Дьюар улыбнулся и после секундной заминки ответил тоже по-русски:
— Хороший совет.
Дьюар в числе небольшой группы посетителей пришел осмотреть Путиловский завод, самый большой в Санкт-Петербурге, на котором работало тридцать тысяч мужчин, женщин и детей. Григорий должен был показать посетителям свой маленький, но важный участок. Завод выпускал локомотивы и другие огромные механизмы. Григорий был мастером в цеху, где изготавливали поездные колеса.
Григорию страшно хотелось поговорить с Дьюаром про Буффало. Но не успел он задать первый вопрос, как пришел начальник, Канин. Это был квалифицированный инженер, высокий и худой, с уже редеющими волосами.
С ним был еще один посетитель. Григорий понял по одежде, что это, должно быть, тот самый английский лорд. Он был, как и русские аристократы, во фраке и цилиндре. Может, так одевается правящий класс во всем мире?
Говорили, что лорда зовут граф Фицгерберт. Григорий отродясь не видал, чтобы мужчина был так красив. У графа были черные волосы и внимательные зеленые глаза. Женщины колесного цеха смотрели на него как на бога.
Канин заговорил с Фицгербертом по-русски:
— Здесь мы производим по два локомотива в неделю, — сказал он с гордостью.
— Поразительно! — ответил ему английский лорд.
Григорий понимал, почему эти иностранцы так интересуются заводом. Он читал газеты, ходил на лекции и семинары, которые организовывал в Санкт-Петербурге комитет большевиков. Локомотивы были жизненно важны для России, от них зависела ее обороноспособность. Посетители могли делать вид, что их привело сюда пустое любопытство, но на самом деле они работали на иностранную разведку.
Канин представил Григория.
— Наш Пешков — чемпион завода по шахматам. — Канин был хоть и начальник, но свой человек.
Фицгерберт был очень любезен. Обратившись к Варваре, женщине в косынке лет пятидесяти, он сказал:
— Мы благодарим вас за разрешение посмотреть, как вы работаете.

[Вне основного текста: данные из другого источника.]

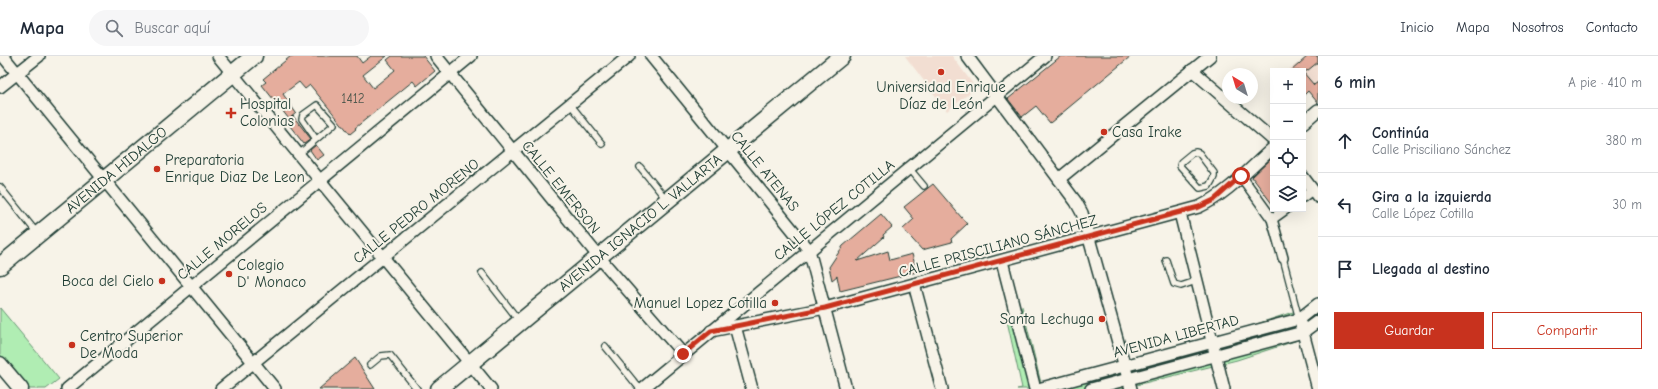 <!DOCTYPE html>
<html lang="es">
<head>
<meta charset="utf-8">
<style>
	:root { --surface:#fff; --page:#f6f6f7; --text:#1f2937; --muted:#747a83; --line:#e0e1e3; --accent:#c8321e }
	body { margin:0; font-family:"Comic Neue",sans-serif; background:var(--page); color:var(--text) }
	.controls { position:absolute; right:12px; top:12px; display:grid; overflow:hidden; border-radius:0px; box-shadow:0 4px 16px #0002 }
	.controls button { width:36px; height:36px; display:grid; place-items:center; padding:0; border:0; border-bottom:1px solid var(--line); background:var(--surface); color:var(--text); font:20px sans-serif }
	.compass { position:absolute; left:1222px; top:12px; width:36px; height:36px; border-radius:50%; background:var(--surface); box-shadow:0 4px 16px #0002; rotate:322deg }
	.stop { position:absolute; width:12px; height:12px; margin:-9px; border:3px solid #c8321e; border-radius:50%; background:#fff }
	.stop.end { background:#c8321e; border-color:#fff; box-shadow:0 1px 4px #0008 }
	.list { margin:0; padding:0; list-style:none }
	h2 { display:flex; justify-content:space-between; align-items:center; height:52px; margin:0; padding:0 16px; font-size:17px }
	h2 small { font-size:13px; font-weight:400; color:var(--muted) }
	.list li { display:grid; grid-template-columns:26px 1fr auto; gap:12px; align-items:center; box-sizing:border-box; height:64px; padding:0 16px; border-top:1px solid var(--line) }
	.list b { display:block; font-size:15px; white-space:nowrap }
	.list p { margin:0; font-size:13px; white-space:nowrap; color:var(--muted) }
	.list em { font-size:13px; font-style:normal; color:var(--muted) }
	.actions { display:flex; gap:8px; padding:12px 16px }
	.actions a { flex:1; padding:9px 0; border:1px solid var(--accent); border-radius:0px; text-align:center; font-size:14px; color:var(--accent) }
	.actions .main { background:var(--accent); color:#fff }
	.icon { flex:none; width:22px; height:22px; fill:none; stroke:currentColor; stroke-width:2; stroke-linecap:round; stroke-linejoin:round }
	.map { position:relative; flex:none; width:1318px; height:333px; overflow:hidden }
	header { display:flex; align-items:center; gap:24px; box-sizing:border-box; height:56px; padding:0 20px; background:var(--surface); border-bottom:1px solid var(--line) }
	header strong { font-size:19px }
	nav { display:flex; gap:22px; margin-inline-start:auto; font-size:14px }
	.search { width:280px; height:36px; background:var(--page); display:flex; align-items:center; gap:10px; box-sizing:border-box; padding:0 14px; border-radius:22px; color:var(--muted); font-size:15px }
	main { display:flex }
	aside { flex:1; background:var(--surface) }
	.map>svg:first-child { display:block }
</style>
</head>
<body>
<header>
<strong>Mapa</strong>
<div class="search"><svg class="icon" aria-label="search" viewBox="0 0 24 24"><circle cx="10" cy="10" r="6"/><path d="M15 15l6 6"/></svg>Buscar aquí</div>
<nav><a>Inicio</a><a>Mapa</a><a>Nosotros</a><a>Contacto</a></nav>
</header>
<main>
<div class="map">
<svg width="1318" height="333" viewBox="0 0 1318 333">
	<rect width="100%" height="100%" fill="#f7f3e8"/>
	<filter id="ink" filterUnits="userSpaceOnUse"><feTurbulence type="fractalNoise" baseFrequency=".025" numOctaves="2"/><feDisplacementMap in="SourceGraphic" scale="8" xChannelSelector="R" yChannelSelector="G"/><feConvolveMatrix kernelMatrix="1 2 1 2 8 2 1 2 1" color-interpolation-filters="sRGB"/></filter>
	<g filter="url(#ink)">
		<g fill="#f2ded2">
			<polygon points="905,0 952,0 976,32 947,55"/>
			<polygon points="1308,0 1318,0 1317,47 1308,36 1303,40 1303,15 1287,15"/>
		</g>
		<g fill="#b0edb3" stroke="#689574">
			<polygon points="1318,242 1318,269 1295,285 1237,304 1120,333 1017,333 1022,332 1005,256 1022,250 1041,327 1220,280 1305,252"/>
			<polygon points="0,252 59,323 46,333 28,333 0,300"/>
		</g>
		<g fill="#e5ad9d" stroke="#1f3d34">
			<polygon points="291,0 357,0 362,7 371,0 387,0 363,19 373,32 395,14 387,4 392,0 423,0 435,15 417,30 413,25 355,72 356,73 350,78 310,29 305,33 299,26 283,38 296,57 289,63 262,29 266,26 263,23"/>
			<polygon points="1061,0 1131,0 1050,67 1036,50 1022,61 1008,43"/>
			<polygon points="1308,0 1318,0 1318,6 1307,15 1291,15"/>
			<polygon points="1303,16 1314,29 1318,26 1318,47 1308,35 1303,40"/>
			<polygon points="293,60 311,83 304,88 286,65"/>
			<polygon points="316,89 324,99 317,104 310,94"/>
			<polygon points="1273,101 1273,149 1252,121"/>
			<polygon points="933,128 967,168 951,183 952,186 922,194 903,173 914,163 904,151"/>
			<polygon points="881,158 892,171 883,179 884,181 857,205 888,195 890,204 912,198 917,216 840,235 837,220 832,224 829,211 843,190"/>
			<polygon points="355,302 375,333 319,333"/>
		</g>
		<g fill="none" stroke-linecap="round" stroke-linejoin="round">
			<g stroke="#1f3d34" stroke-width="8">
				<g id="service">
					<polyline points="570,48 602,88"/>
					<polygon points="1196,96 1199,97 1214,117 1214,121 1209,130 1200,132 1180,110 1181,106 1192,97"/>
					<polyline points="299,98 332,70 334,68 317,49 303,59 302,63 316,83"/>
					<polyline points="640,111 666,143"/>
					<polyline points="909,112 924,130"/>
					<polyline points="0,131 37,177"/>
					<polyline points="1283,202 1299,263"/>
					<polyline points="1166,204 1174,228 1181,230 1196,225"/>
					<polyline points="482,217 520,266"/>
					<polyline points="605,290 640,333"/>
					<polyline points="370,309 381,300 390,299 417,333"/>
				</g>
			</g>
			<g stroke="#1f3d34" stroke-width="12">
				<g id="pedestrian">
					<polyline points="1241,120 1272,163 1283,202"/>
					<polyline points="1303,141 1312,134"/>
					<polyline points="1272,163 1286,153"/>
				</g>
			</g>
			<g stroke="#1f3d34" stroke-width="14">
				<g id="minor">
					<polyline points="3,0 275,333"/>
					<polyline points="218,0 491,333"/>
					<polyline points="436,0 599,201 683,298"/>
					<polyline points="651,0 809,194 846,333"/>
					<polyline points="967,0 1076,146 1082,157 1131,333"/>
					<polyline points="1192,14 1273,84"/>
					<polyline points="0,31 39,0"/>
					<polyline points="1303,67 1318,54"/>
					<polyline points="1303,121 1318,141"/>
					<polyline points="1059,123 1210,0"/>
					<polyline points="1180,157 1224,333"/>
					<polyline points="1002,205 1035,333"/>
					<polyline points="914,228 942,333"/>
					<polyline points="1301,269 1318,333"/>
					<polyline points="735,270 752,333"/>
					<path d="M711 275 825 252 1199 151C1227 138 1249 113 1273 92"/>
					<polyline points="67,333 471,0"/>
					<polyline points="221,333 629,0"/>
					<polyline points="642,333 1045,0"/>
					<polyline points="1038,333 1299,263 1318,248"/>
					<polyline points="1091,333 1303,276 1318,265"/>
				</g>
			</g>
			<g stroke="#1f3d34" stroke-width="17">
				<polyline id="tertiary" points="0,308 21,333"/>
			</g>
			<g stroke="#1f3d34" stroke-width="19">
				<g id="secondary">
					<path id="s1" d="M0 210 254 0"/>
					<path id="s2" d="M439 333 842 0"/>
				</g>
			</g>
			<use href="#service" stroke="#f7f3e8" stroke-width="5.5"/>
			<use href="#pedestrian" stroke="#f7f3e8" stroke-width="9"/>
			<use href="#minor" stroke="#f7f3e8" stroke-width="11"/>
			<use href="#tertiary" stroke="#f7f3e8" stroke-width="14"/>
			<use href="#secondary" stroke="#f7f3e8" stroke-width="16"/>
		</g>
	</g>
	<g fill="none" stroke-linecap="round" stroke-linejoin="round" filter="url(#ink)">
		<polyline stroke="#c8321e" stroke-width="5" points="683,298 711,275 825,252 1199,151 1214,144 1241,120"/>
	</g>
	<g fill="#c8321e" stroke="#f7f3e8" stroke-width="1.5">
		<circle cx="941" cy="16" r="4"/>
		<path d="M229 51h4v4h4v4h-4v4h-4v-4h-4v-4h4z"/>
		<circle cx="1104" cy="76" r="4"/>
		<circle cx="157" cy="113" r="4"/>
		<circle cx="229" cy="218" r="4"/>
		<circle cx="162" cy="225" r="4"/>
		<circle cx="775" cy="247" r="4"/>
		<circle cx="1102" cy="263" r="4"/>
		<circle cx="72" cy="289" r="4"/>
	</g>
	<g text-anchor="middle" stroke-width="4" stroke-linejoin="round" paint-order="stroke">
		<g font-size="13" fill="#50594e">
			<text x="353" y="47">1412</text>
		</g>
		<g font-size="15" fill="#1f3d34" stroke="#f7f3e8" text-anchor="start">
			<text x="941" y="36" text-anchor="middle">Universidad Enrique<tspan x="941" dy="17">Díaz de León</tspan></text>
			<text x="240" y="53">Hospital<tspan x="240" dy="17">Colonias</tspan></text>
			<text x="1112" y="81">Casa Irake</text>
			<text x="165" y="109">Preparatoria<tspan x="165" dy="17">Enrique Diaz De Leon</tspan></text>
			<text x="237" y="214">Colegio<tspan x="237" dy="17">D' Monaco</tspan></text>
			<text x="154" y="230" text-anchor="end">Boca del Cielo</text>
			<text x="767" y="252" text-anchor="end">Manuel Lopez Cotilla</text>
			<text x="1094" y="268" text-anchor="end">Santa Lechuga</text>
			<text x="80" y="285">Centro Superior<tspan x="80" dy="17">De Moda</tspan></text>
		</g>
		<g font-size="15" fill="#1f3d34" stroke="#f7f3e8">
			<text dy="5" stroke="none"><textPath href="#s1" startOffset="151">AVENIDA HIDALGO</textPath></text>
			<text transform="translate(765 115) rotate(51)" y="5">CALLE ATENAS</text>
			<text transform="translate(561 131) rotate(51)" y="5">CALLE EMERSON</text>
			<text transform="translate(834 154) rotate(-39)" y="5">CALLE LÓPEZ COTILLA</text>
			<text transform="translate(416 155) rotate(-39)" y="5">CALLE PEDRO MORENO</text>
			<text dy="5" stroke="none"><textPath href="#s2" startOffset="261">AVENIDA IGNACIO L. VALLARTA</textPath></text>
			<text transform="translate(222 185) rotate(-40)" y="5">CALLE MORELOS</text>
			<text transform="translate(998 190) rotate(-15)" y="5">CALLE PRISCILIANO SÁNCHEZ</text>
			<text transform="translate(1176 280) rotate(-15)" y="5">AVENIDA LIBERTAD</text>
		</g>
	</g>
</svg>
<div class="controls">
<button>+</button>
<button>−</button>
<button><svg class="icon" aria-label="locate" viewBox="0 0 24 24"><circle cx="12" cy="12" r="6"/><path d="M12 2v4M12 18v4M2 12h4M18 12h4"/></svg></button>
<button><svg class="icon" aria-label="layers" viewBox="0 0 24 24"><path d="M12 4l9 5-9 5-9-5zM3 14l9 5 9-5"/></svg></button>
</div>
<svg class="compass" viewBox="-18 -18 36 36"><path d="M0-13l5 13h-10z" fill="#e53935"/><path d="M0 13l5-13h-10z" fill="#747a83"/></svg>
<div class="stop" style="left:1241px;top:120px"></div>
<div class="stop end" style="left:683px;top:298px"></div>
</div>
<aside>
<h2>6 min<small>A pie · 410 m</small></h2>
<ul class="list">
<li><svg class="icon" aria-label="ahead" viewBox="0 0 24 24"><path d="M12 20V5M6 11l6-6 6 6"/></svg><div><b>Continúa</b><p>Calle Prisciliano Sánchez</p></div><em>380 m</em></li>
<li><svg class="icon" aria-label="left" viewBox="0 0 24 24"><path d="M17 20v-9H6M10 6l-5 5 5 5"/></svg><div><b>Gira a la izquierda</b><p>Calle López Cotilla</p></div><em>30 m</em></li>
<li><svg class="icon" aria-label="arrive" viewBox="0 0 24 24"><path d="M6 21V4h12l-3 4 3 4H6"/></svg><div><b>Llegada al destino</b></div></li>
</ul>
<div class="actions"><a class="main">Guardar</a><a>Compartir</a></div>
</aside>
</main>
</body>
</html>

По-русски он говорил бегло, охотно, но с сильным акцентом.
Дородная Варвара хихикнула как девчонка.
Все было готово к демонстрации. Григорий заранее поместил стальные чушки в мульду и зажег плавильную печь. Металл уже расплавился. Но должна была подойти еще одна посетительница — супруга графа. Говорили, что она русская, отсюда и его знание русского языка, столь необычное для иностранцев.
Григорий хотел пока расспросить американца о Буффало, но не успел — в колесный цех вошла графиня. Ее платье, доходившее до самого пола, словно щетка, мело грязь и металлические стружки. Поверх платья на ней была короткая накидка, а следом шел слуга с ее шубой в руках, затем служанка с ее сумкой, и один из директоров завода, граф Маклаков — молодой человек, одетый, как Фицгерберт. Было очевидно, что Маклаков увлекся гостьей — он улыбался, что-то шептал ей и беспричинно брал за руку. Она же была необычайно хороша и кокетлива и все наклоняла свою головку в обрамлении светлых локонов.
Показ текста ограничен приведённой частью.